Fazer
um filme não é escrever um livro. Quando você
escreve um romance sobre personagens ou lugares que realmente
existiram, são personagens verdadeiros que você coloca
em cena. No cinema, esses personagens são interpretados. Essa
interpretação é uma simulação.
Inventa-se um campo entre o roteiro e a atuação. Quando
a forma pela qual esse campo é manipulado, desagrada aos
críticos, esses últimos trazem à tona o termo do
naturalismo. Eles reprovam a cópia. Eles veem lá o
embuste.
Godard
havia resolvido esta questão. Ele encontrara a solução
ao filmar no presente, criando a cena de manhã, ao chegar no
set.
Antes, não havia nada. A mulher dele chegava, ele se colocava
atrás da câmera e fazia o plano. Estávamos no
presente, no “presente real”, e essa força, esse
imediatismo, anulava todo naturalismo. É o que ele conseguiu,
e que ninguém conseguiu fazer igual.
Esse
lugar no cinema é comparável, na pintura, com
Caravaggio, com La Tour (referindo-se ao pintor Georges de La Tour),
quer dizer no início da “pintura do amor”, quando
as figuras santas eram interpretadas por pessoas verdadeiras, e
amiúde por pessoas amadas. Pouco a pouco, abandonou-se os
santos, são somente homens e mulheres, aí então
se deu o advento da “pintura do amor”: ou seja, da
primeira modernidade. Da mesma forma que houve um momento na pintura
clássica no qual ela se liberta da Igreja, Godard levou o
cinema à sua primeira modernidade.
Do
naturalismo não consigo escapar completamente mesmo se luto
contra, porque a partir da minha autobiografia, eu crio uma narrativa
romanesca.
O
que você entende por romanesco?
A
história que me aconteceu não é nada mais do que
o inconsciente daquilo que relato. A partir daí, eu invento
completamente: eu entrego a história à ficção.

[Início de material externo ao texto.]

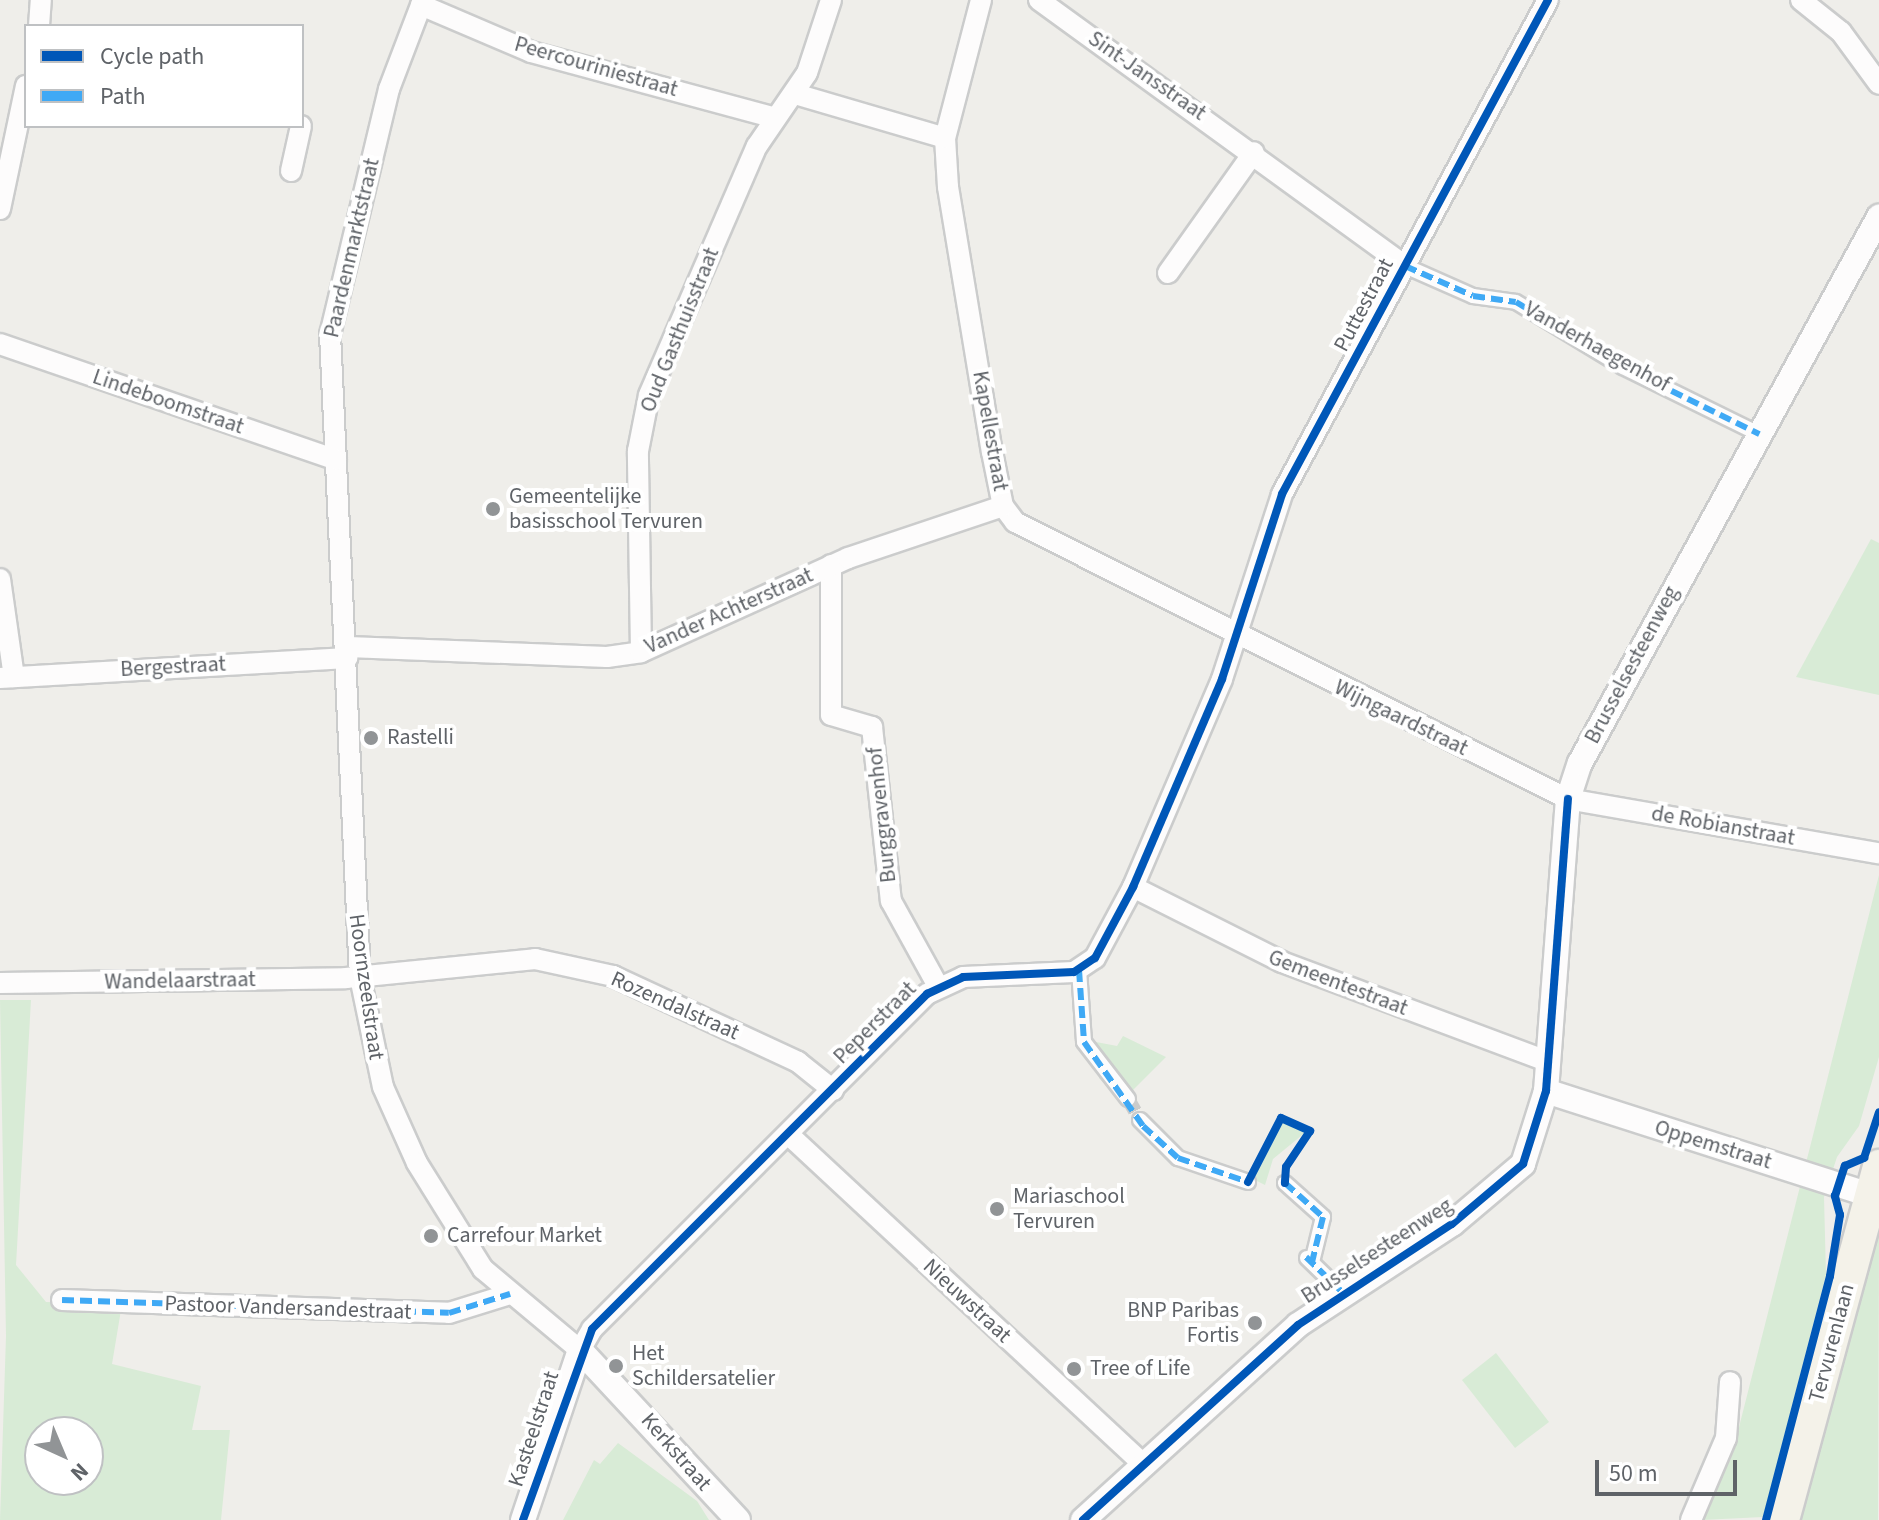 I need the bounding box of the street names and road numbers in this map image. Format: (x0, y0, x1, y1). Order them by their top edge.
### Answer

Eu faço o máximo para tornar esse inconsciente
romanesco. Eu o modifico completamente. Não procuro de jeito
nenhum reconstituir conforme o que se passou. Quando o filme termina,
o primeiro defeito que me salta aos olhos é o naturalismo, em
algum lugar onde não modifiquei o bastante.
O
que seria, por exemplo, na sua obra, uma cena demasiadamente
naturalista?
Esses
momentos nos quais a cena quase toca o real mas é como se
parecesse falso em relação àquilo que realmente
aconteceu.... Mesmo quando dá certo, acontece que o ato na
cena é tão preciso e tão forte que podemos
sentir que isto vem do real, que isto teve um lugar. A pessoa atrás
da câmera começa a falar de coisas que lhe aconteceu.
Sugere-se grandes atores para interpretar, mas se trata de alguma
coisa que se passou na própria vida do diretor. A
reconstituição é então falsa. Essa
“falsidade” permite precisamente que a crítica
possa me atacar. É o fracasso do cinema, digamos. O fracasso
do cinema para as pessoas que querem um pouco de poesia. E eu não
sou capaz de impedir isso completamente, porque só aparece
para mim depois. Eu não vejo, não sinto no momento da
filmagem.
A
sua escolha, já há algum tempo, pela tomada única
tem a ver com isso? Seria um meio de evitar o naturalismo?
Não,
pois isso não o evita. É outra coisa. Eu filmo em
tomada única para que todos atuem perfeitamente, para que todo
mundo esteja concentrado no mesmo momento para atuar no plano. Há,
nesse momento, quando os atores atuam pela primeira vez, enquanto a
câmera roda, uma espécie de apreensão (eles não
sabem como as coisas vão acontecer nos próximos cinco
segundos) que corresponde à apreensão da existência.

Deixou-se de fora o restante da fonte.